Socket I/O timeout not reported to app, breaking it
If a socket I/O timeout happens, libsoup HTTP/2 implementation paths are never calling the async job finish, consumes all max-connections-per-host with broken connections and then never successfully posts anything to that host within the SoupSession.
The problem goes away when passing env SOUP_FORCE_HTTP1=1
.
Using the following reproducer with libsoup-3.0.3: http2-wait-bug.c
It periodically posts to a given URL and reports when a response is received back. If now the server doesn't respond within timeout (e.g. it just took longer to do something or due to some other issues ends up with a proxy timeout), it never recovers with HTTP/2. This can be trivially reproduced by posting to a server one is in control of and then just adding a sleep longer than 5 seconds into the request handler. If the sleep isn't there at the start of running the reproducer, it starts out fine. Leaving it running and editing the request handler on the server to sleep some longer time than the libsoup configured timeout, e.g. 60 seconds, the libsoup sample breaks down after receiving max-connections-per-host amount of socket timeouts:
(process:312323): libsoup-http2-DEBUG: 23:58:23.122: [C2-S0] [-] [SESSION] IO error: Socket I/O timed out
Posting to server - 5
Posting to server - 6
Posting to server - 7
Posting to server - 8
Posting to server - 9
So it detects the timeout fine, but never calls on_result
in the sample and new requests stop being sent out (after both configured max-connections-per-host are in this state) as it can't find a connection to use. The libsoup debug spam just ceases as it's stuck in trying to get a connection to serve it. I did a lot of debugging on that on top of an older version, but it probably isn't useful to report those findings here, as the core problem appears to be that it doesn't propagate the I/O error up as needed, and I didn't get deep with that line of debugging.

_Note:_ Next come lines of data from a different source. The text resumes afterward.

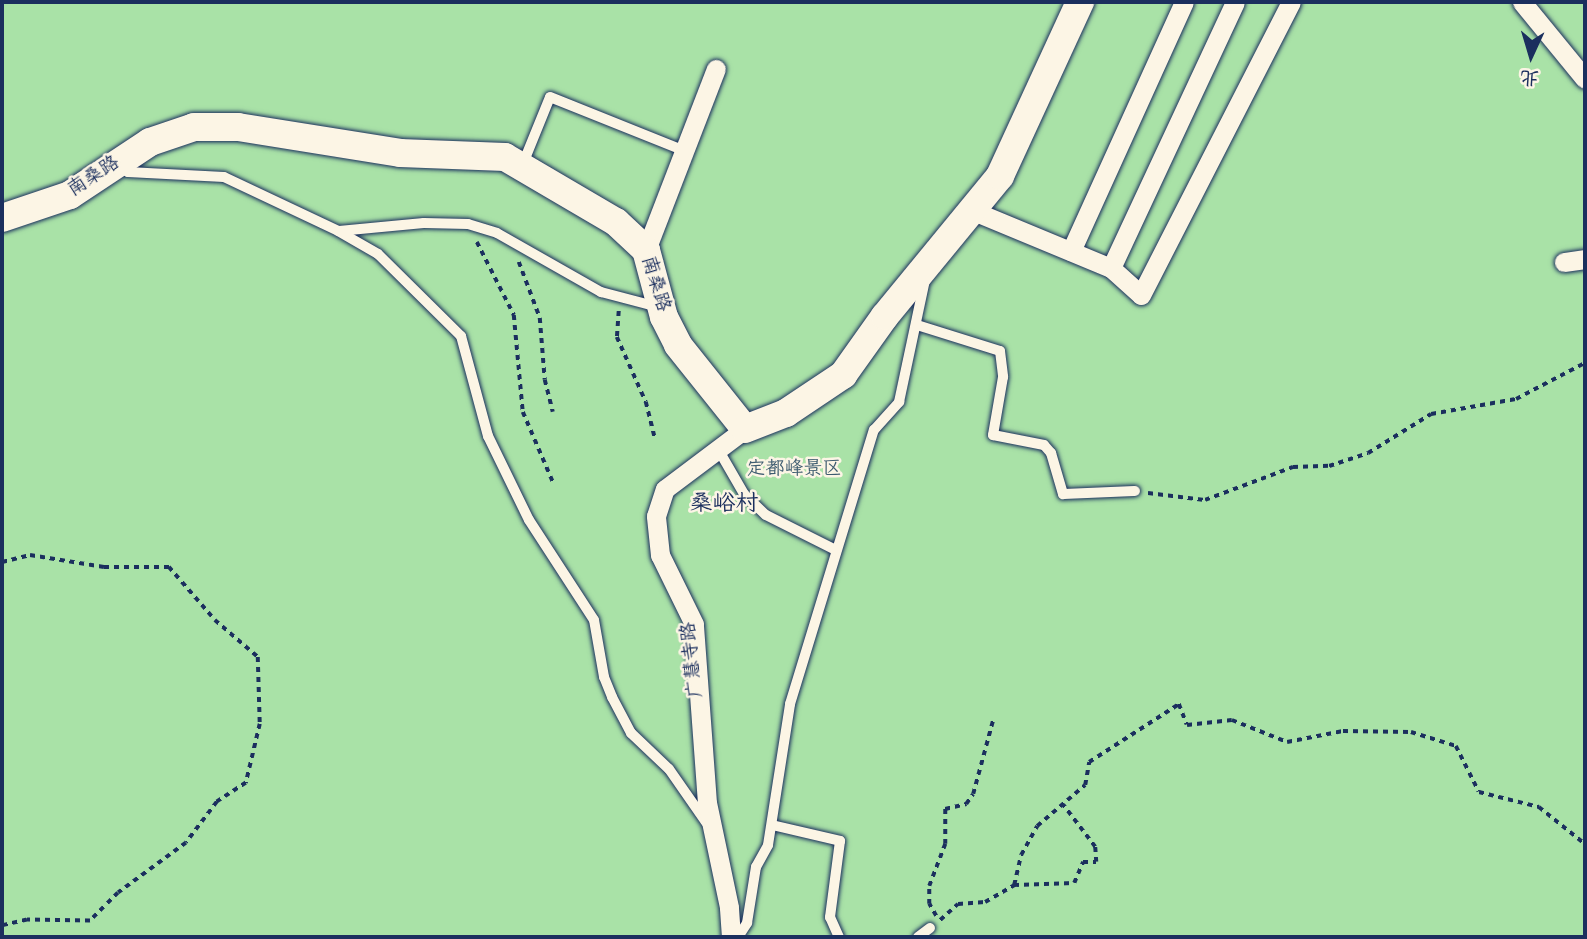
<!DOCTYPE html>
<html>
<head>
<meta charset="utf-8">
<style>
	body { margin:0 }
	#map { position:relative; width:1587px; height:939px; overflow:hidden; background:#efdfc8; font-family:Kalam,"LXGW WenKai TC",sans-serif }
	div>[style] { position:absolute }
	.green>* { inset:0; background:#a9e2a7 }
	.path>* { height:3.5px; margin-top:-1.75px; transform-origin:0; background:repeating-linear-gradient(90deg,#1b2f5e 0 5px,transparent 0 10px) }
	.roads { filter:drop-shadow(0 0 2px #1b2f5e) drop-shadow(0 0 2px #1b2f5e) }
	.lane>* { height:10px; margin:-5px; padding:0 5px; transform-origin:5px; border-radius:5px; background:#fcf5e5 }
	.street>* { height:19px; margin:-9.5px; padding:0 9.5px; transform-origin:9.5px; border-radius:9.5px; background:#fcf5e5 }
	.secondary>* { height:28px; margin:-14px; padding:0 14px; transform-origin:14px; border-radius:14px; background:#fcf5e5 }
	span { translate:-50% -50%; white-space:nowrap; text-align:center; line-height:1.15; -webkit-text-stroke:5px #fcf5e5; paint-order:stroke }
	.street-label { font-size:19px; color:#1b2f5e }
	.park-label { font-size:19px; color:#3e5c70 }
	.quarter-label { font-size:23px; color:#1b2f5e }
	.frame { position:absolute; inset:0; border:4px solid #1b2f5e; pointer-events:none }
	.north { position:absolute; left:1496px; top:21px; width:70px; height:70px; -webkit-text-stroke:5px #fcf5e5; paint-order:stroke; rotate:184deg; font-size:19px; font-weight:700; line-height:28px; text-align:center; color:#1b2f5e }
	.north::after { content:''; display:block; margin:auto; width:24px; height:32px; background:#1b2f5e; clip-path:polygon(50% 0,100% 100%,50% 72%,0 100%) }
</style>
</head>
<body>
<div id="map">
	<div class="green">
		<i style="clip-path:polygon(2px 2px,1585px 2px,1585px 937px,2px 937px)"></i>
	</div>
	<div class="path">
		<i style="left:477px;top:242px;width:82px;rotate:63.1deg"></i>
		<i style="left:514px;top:315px;width:97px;rotate:84.7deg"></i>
		<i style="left:523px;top:412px;width:76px;rotate:66.8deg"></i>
		<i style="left:519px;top:262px;width:60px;rotate:69.4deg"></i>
		<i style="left:540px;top:318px;width:62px;rotate:85.4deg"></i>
		<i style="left:545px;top:380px;width:33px;rotate:76deg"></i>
		<i style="left:619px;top:311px;width:26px;rotate:94deg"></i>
		<i style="left:617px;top:337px;width:71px;rotate:66deg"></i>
		<i style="left:646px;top:402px;width:37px;rotate:76deg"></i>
		<i style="left:1148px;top:493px;width:57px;rotate:7deg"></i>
		<i style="left:1205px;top:500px;width:94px;rotate:-20.6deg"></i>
		<i style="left:1293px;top:467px;width:36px;rotate:-2deg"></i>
		<i style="left:1329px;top:466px;width:41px;rotate:-18.4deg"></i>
		<i style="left:1368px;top:453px;width:74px;rotate:-31.8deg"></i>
		<i style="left:1431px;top:414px;width:86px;rotate:-10deg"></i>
		<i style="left:1516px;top:399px;width:78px;rotate:-27.6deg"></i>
		<i style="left:2px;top:562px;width:29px;rotate:-14deg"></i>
		<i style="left:30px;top:555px;width:75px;rotate:9.2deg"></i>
		<i style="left:104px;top:567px;width:65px"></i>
		<i style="left:169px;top:567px;width:70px;rotate:49deg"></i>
		<i style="left:215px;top:620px;width:57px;rotate:40.7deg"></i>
		<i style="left:258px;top:657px;width:67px;rotate:88.3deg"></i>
		<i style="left:260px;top:724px;width:61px;rotate:103.3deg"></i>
		<i style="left:246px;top:783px;width:35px;rotate:147deg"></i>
		<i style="left:217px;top:802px;width:51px;rotate:127.1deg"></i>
		<i style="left:186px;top:843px;width:84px;rotate:143.7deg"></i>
		<i style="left:118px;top:893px;width:40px;rotate:135deg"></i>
		<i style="left:90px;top:921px;width:63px;rotate:-179.1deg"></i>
		<i style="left:27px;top:920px;width:26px;rotate:167deg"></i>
		<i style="left:1014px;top:885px;width:31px;rotate:-77deg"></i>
		<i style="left:1021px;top:855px;width:33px;rotate:-61deg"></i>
		<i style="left:1037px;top:826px;width:63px;rotate:-40.5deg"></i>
		<i style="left:1085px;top:785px;width:23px;rotate:-80deg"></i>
		<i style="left:1089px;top:762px;width:107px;rotate:-32.8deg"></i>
		<i style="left:1179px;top:704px;width:22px;rotate:69deg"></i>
		<i style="left:1187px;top:725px;width:45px;rotate:-6.3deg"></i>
		<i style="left:1232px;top:720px;width:59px;rotate:21.8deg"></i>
		<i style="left:1287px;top:742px;width:57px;rotate:-11.1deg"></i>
		<i style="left:1343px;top:731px;width:68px;rotate:0.8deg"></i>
		<i style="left:1411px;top:732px;width:47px;rotate:17.3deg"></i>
		<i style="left:1456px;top:746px;width:51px;rotate:63.4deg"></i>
		<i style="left:1479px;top:792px;width:62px;rotate:14deg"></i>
		<i style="left:1539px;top:807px;width:59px;rotate:38.8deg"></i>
		<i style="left:936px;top:916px;width:14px;rotate:-120deg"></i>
		<i style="left:929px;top:904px;width:18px;rotate:-90deg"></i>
		<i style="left:929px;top:886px;width:45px;rotate:-69.1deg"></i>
		<i style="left:945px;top:844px;width:35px;rotate:-90deg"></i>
		<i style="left:945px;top:809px;width:22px;rotate:-13deg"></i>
		<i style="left:966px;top:804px;width:12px;rotate:-55deg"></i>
		<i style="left:973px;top:794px;width:77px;rotate:-74.9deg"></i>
		<i style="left:940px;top:920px;width:24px;rotate:-42deg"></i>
		<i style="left:958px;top:904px;width:27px;rotate:-4deg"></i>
		<i style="left:985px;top:902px;width:34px;rotate:-30deg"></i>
		<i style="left:1014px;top:885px;width:60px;rotate:-1.9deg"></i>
		<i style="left:1074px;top:883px;width:23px;rotate:-67deg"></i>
		<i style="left:1083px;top:862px;width:13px"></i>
		<i style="left:1096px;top:862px;width:15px;rotate:-94deg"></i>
		<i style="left:1095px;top:847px;width:53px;rotate:-127.3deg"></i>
	</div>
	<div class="roads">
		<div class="lane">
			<i style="left:121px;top:166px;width:9px;rotate:41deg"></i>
			<i style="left:128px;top:172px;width:96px;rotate:3deg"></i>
			<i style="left:224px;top:177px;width:126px;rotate:25.3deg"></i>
			<i style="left:338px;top:231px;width:46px;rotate:29.9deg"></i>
			<i style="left:378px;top:254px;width:117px;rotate:44.7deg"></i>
			<i style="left:461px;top:336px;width:104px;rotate:74.9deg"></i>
			<i style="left:488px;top:436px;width:93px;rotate:64deg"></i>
			<i style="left:529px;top:520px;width:119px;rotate:57deg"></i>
			<i style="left:594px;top:620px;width:58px;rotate:80deg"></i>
			<i style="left:604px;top:677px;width:22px;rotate:68deg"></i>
			<i style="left:612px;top:697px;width:41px;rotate:62.2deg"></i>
			<i style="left:631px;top:733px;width:52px;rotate:43.5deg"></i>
			<i style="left:669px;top:769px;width:65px;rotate:55.1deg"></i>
			<i style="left:522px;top:166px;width:74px;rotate:-67.9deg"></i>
			<i style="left:550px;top:97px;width:145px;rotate:21.8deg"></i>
			<i style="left:339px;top:231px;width:85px;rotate:-5.4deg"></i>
			<i style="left:424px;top:223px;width:44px;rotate:1.3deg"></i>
			<i style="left:468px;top:224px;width:30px;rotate:17deg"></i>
			<i style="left:497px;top:233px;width:120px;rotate:29.6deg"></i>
			<i style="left:601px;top:292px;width:59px;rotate:14.7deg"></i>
			<i style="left:917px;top:325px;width:87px;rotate:17.4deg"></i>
			<i style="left:1000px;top:351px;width:26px;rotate:83deg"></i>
			<i style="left:1003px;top:377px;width:59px;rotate:99.8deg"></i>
			<i style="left:993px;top:435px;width:52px;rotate:11.1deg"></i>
			<i style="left:1044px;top:445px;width:11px;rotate:49deg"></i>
			<i style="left:1051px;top:453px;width:43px;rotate:73.7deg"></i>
			<i style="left:1063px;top:494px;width:72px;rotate:-2.4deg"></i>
			<i style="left:718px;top:449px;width:52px;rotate:60deg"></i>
			<i style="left:744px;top:494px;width:30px;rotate:44deg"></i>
			<i style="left:766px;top:515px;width:78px;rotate:26.6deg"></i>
			<i style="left:772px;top:825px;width:70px;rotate:13.2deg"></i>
			<i style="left:840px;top:841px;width:77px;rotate:97.5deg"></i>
			<i style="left:830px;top:917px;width:22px;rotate:66deg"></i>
			<i style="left:738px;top:937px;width:17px;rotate:-57deg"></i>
			<i style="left:747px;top:923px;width:57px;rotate:-80.9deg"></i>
			<i style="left:756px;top:867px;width:25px;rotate:-61deg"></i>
			<i style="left:768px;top:845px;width:143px;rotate:-81.1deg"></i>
			<i style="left:790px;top:704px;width:287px;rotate:-73deg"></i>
			<i style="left:874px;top:430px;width:38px;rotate:-48deg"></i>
			<i style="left:899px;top:402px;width:125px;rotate:-78deg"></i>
			<i style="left:918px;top:937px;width:15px;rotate:-37deg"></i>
		</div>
		<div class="street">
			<i style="left:1522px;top:2px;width:99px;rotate:50.7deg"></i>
			<i style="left:971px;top:210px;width:152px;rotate:22.5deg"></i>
			<i style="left:1111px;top:268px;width:40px;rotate:42deg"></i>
			<i style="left:1141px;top:295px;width:329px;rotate:-62.9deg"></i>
			<i style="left:646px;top:250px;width:194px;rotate:-68.9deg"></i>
			<i style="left:1071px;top:251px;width:273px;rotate:-65.6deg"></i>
			<i style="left:1564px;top:262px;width:21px;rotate:-8deg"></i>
			<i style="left:1111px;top:268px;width:293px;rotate:-65deg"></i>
			<i style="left:731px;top:937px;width:30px;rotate:-94deg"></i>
			<i style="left:729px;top:907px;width:106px;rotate:-101.9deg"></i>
			<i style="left:707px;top:803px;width:179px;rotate:-94.2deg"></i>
			<i style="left:694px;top:624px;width:77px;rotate:-116.2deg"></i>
			<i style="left:660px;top:555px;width:39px;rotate:-96deg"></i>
			<i style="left:656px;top:516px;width:28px;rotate:-72deg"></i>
			<i style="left:665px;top:489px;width:100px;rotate:-36.9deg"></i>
		</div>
		<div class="secondary">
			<i style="left:2px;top:218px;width:72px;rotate:-18.7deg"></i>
			<i style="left:70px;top:195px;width:96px;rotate:-33.5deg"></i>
			<i style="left:150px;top:142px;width:46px;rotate:-18.8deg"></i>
			<i style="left:194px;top:127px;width:44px"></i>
			<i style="left:238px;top:127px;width:164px;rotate:9.1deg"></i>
			<i style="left:400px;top:153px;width:105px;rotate:2.2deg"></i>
			<i style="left:505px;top:157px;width:129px;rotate:30.4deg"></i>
			<i style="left:616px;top:222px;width:41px;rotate:43deg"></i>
			<i style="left:646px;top:250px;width:69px;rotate:75deg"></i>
			<i style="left:664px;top:317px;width:31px;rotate:63deg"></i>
			<i style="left:678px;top:345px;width:107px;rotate:51.4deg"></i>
			<i style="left:745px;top:429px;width:44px;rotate:-21.3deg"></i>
			<i style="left:786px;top:413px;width:69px;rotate:-33.7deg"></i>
			<i style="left:843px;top:375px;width:72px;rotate:-54.6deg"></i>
			<i style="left:885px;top:316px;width:181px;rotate:-50.6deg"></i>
			<i style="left:1000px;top:176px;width:192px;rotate:-65.3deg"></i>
		</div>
	</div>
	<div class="street-label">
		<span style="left:94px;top:177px;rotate:-33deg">南桑路</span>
		<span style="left:655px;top:284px;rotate:73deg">南桑路</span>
		<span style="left:693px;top:660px;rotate:-96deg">广慧寺路</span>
	</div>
	<div class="park-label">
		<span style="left:794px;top:470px">定都峰景区</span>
	</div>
	<div class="quarter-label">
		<span style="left:724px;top:504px">桑峪村</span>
	</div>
	<div class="frame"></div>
	<div class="north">北</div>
</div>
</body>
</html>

If forcing HTTP1, it reports the error fine:
Failed to send data - 4: Socket I/O timed out
and never stops trying again on_interval
. If the server is modified back to not artificially sleep, it also recovers fully — eventually. However it takes much longer than I'd expect, I can see some 5+ new posts done that eventually give "Socket I/O timed out" after I've already removed the sleep. So there may be some issues in the HTTP/1.1 code paths as well for this.